Taylor Hospital 1910-2010 The Evolution of Nursing
Historical accounts identify Linda Richards as the first professionally trained nurse in America and a pioneer in her field. Thirty-seven years after Richards’ graduation from nursing training school, Katherine Manly Taylor, R.N., co-founded Taylor Hospital with her husband, Horace Furness Taylor, M.D.
Mrs. Taylor was considered a pioneer in her own right. In 1910, when Taylor Hospital was founded, Mrs. Taylor established a nursing school — the Taylor Hospital Training School. She remained actively involved during the school’s entire 24 years of existence, serving as its director.

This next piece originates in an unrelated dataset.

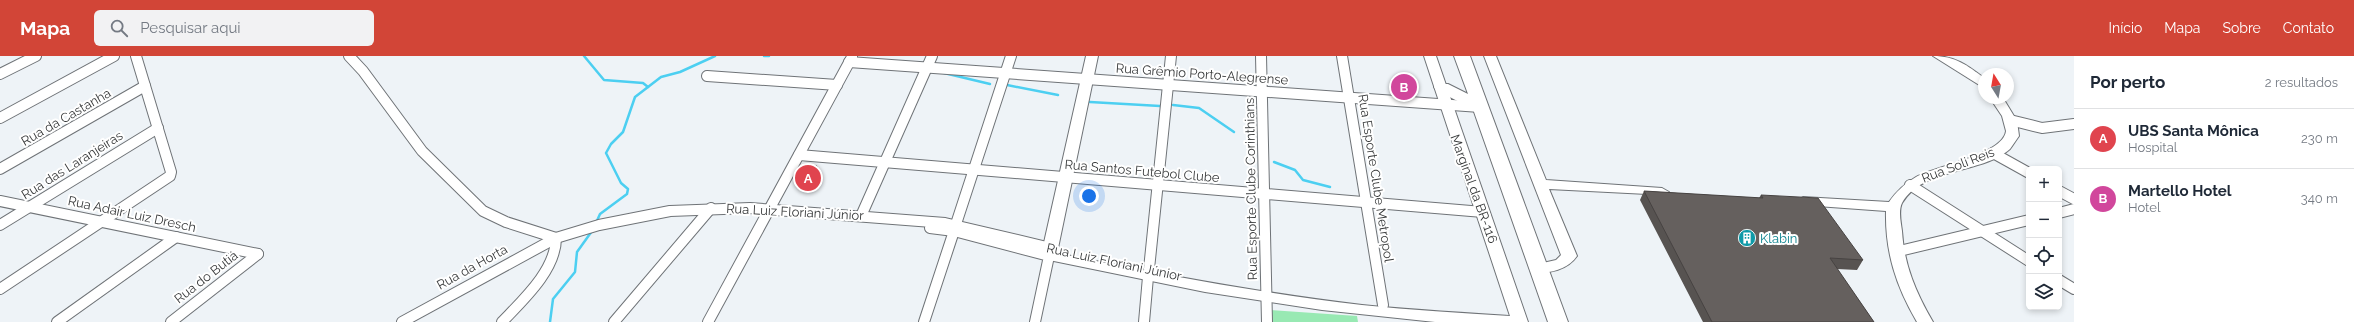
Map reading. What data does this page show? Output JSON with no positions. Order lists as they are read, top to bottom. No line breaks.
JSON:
{"streets":{"street":["Rua Grêmio Porto-Alegrense","Rua da Castanha","Rua das Laranjeiras","Rua Soli Reis","Rua Santos Futebol Clube","Rua Esporte Clube Metropol","Rua Esporte Clube Corinthians","Marginal da BR-116","Rua Luiz Floriani Júnior","Rua Adair Luiz Dresch","Rua da Horta","Rua do Butiá"]},"crossings":[["Rua Grêmio Porto-Alegrense","Rua Esporte Clube Metropol"],["Rua Grêmio Porto-Alegrense","Rua Esporte Clube Corinthians"],["Rua Grêmio Porto-Alegrense","Marginal da BR-116"],["Rua das Laranjeiras","Rua Adair Luiz Dresch"],["Rua Santos Futebol Clube","Rua Esporte Clube Metropol"],["Rua Santos Futebol Clube","Rua Esporte Clube Corinthians"],["Rua Santos Futebol Clube","Marginal da BR-116"],["Rua Esporte Clube Metropol","Rua Luiz Floriani Júnior"],["Rua Esporte Clube Corinthians","Rua Luiz Floriani Júnior"],["Marginal da BR-116","Rua Luiz Floriani Júnior"],["Rua Luiz Floriani Júnior","Rua da Horta"],["Rua Adair Luiz Dresch","Rua do Butiá"]],"places":{"building":["Klabin"]},"north":"top","page":{"header":"Mapa","search":"Pesquisar aqui","nav":["Início","Mapa","Sobre","Contato"],"heading":["Por perto","2 resultados"],"pins":["B","A"],"list":[{"mark":"A","name":"UBS Santa Mônica","note":"Hospital","value":"230 m"},{"mark":"B","name":"Martello Hotel","note":"Hotel","value":"340 m"}],"map_buttons":["+","−"]}}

At the turn of the 20th century, nurses performed some clinical tasks, but were mostly relegated to care that included giving baths, administering medications, sterilizing equipment, and general housekeeping duties such as washing and folding linens. Things have certainly changed over the last 100 years.

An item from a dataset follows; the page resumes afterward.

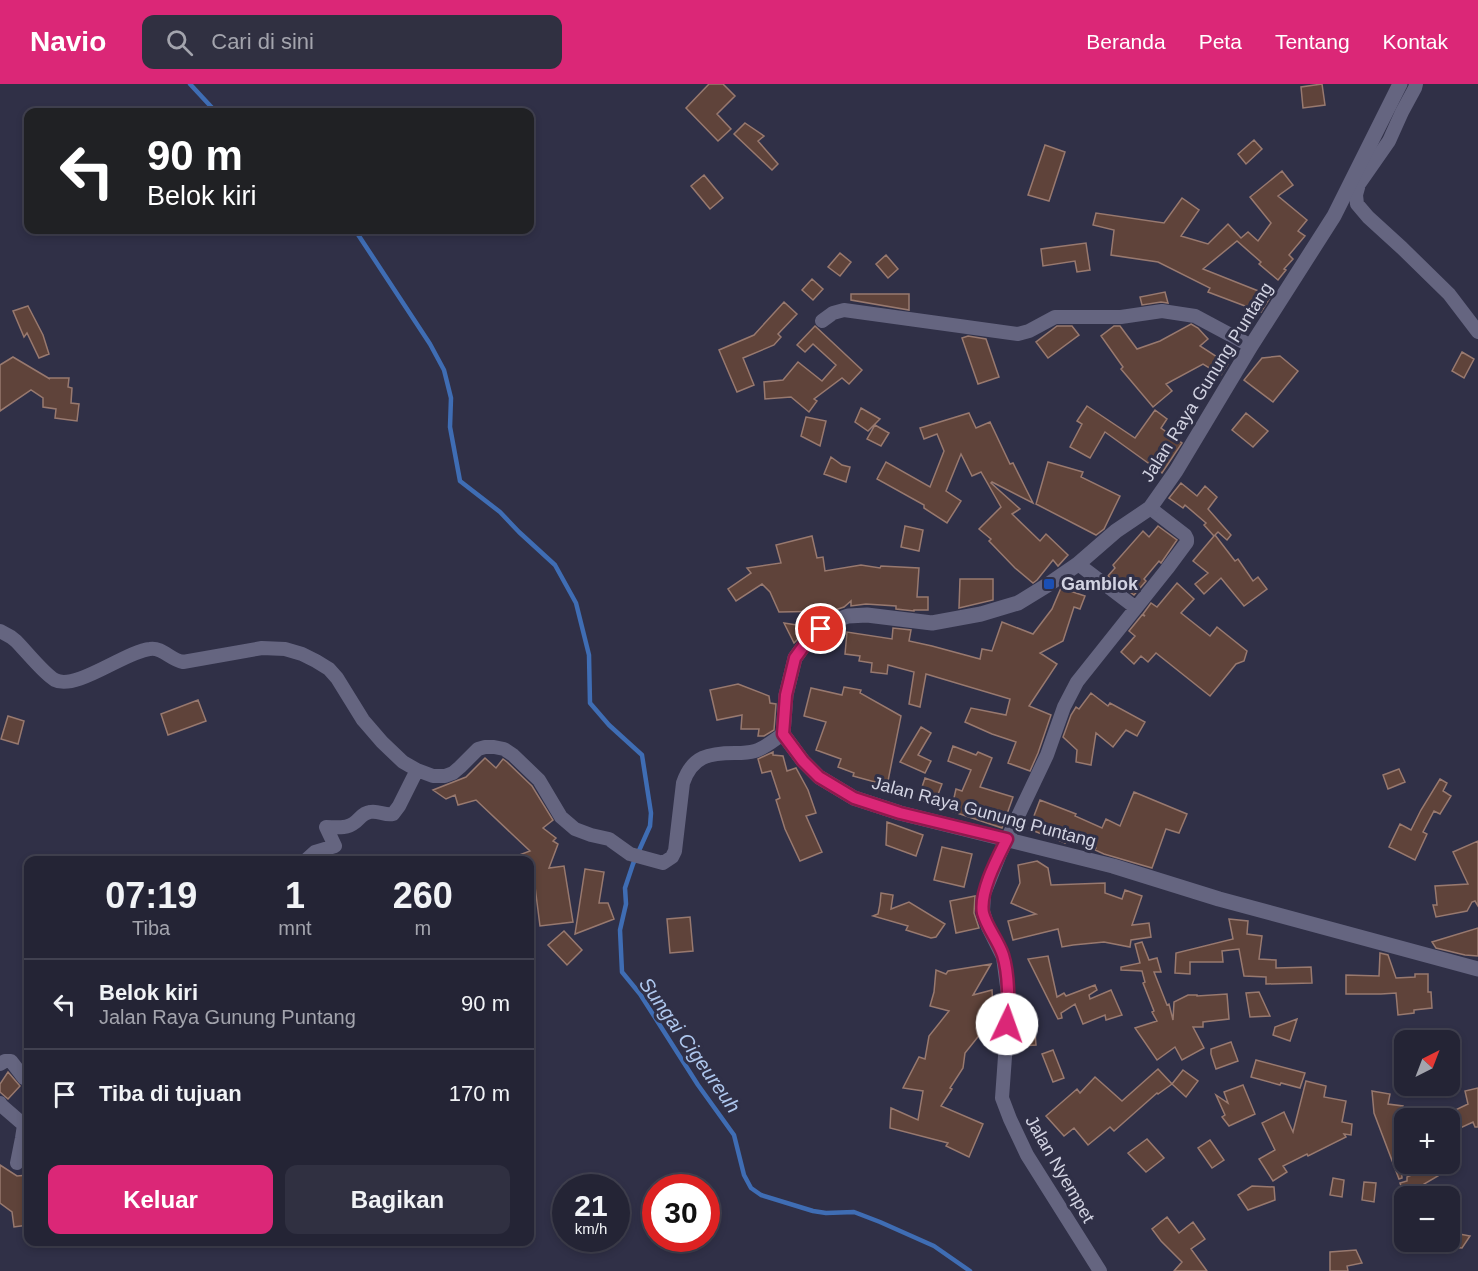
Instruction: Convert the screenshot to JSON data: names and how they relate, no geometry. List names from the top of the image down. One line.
{"streets":{"street":["Jalan Raya Gunung Puntang","Jalan Nyempet"]},"crossings":[["Jalan Raya Gunung Puntang","Jalan Nyempet"]],"water":["Sungai Cigeureuh"],"places":{"transit":["Gamblok"]},"north":"top right","page":{"header":"Navio","search":"Cari di sini","nav":["Beranda","Peta","Tentang","Kontak"],"turn":["90 m","Belok kiri"],"eta":["07:19","Tiba","1","mnt","260","m"],"list":[{"name":"Belok kiri","note":"Jalan Raya Gunung Puntang","value":"90 m"},{"name":"Tiba di tujuan","value":"170 m"}],"map_buttons":["+","−"],"buttons":["Keluar","Bagikan"],"speed":"21 km/h","limit":"30"}}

Today, nursing is a highly specialized field. Those who pursue nursing as a profession can become registered nurses (R.N.), advanced practical nurses (A.P.N.), certified nurse anesthetists (C.R.N.A.), and nurse practitioners (N.P.), among others. Nurses have a wide variety of choices with regard to clinical disciplines; some options include oncology, wound care, medical/surgical, cardiac and much more. Nurses are also integrally involved in case management, home care and the disease management process.
Understanding the critical role that nurses play in the delivery of health care services, Crozer-Keystone Health System began working toward Magnet Designation® in 2007. Magnet is the highest level of recognition that an organization can achieve for excellence and innovation in nursing. The health system’s goal is to make a formal application in early 2011.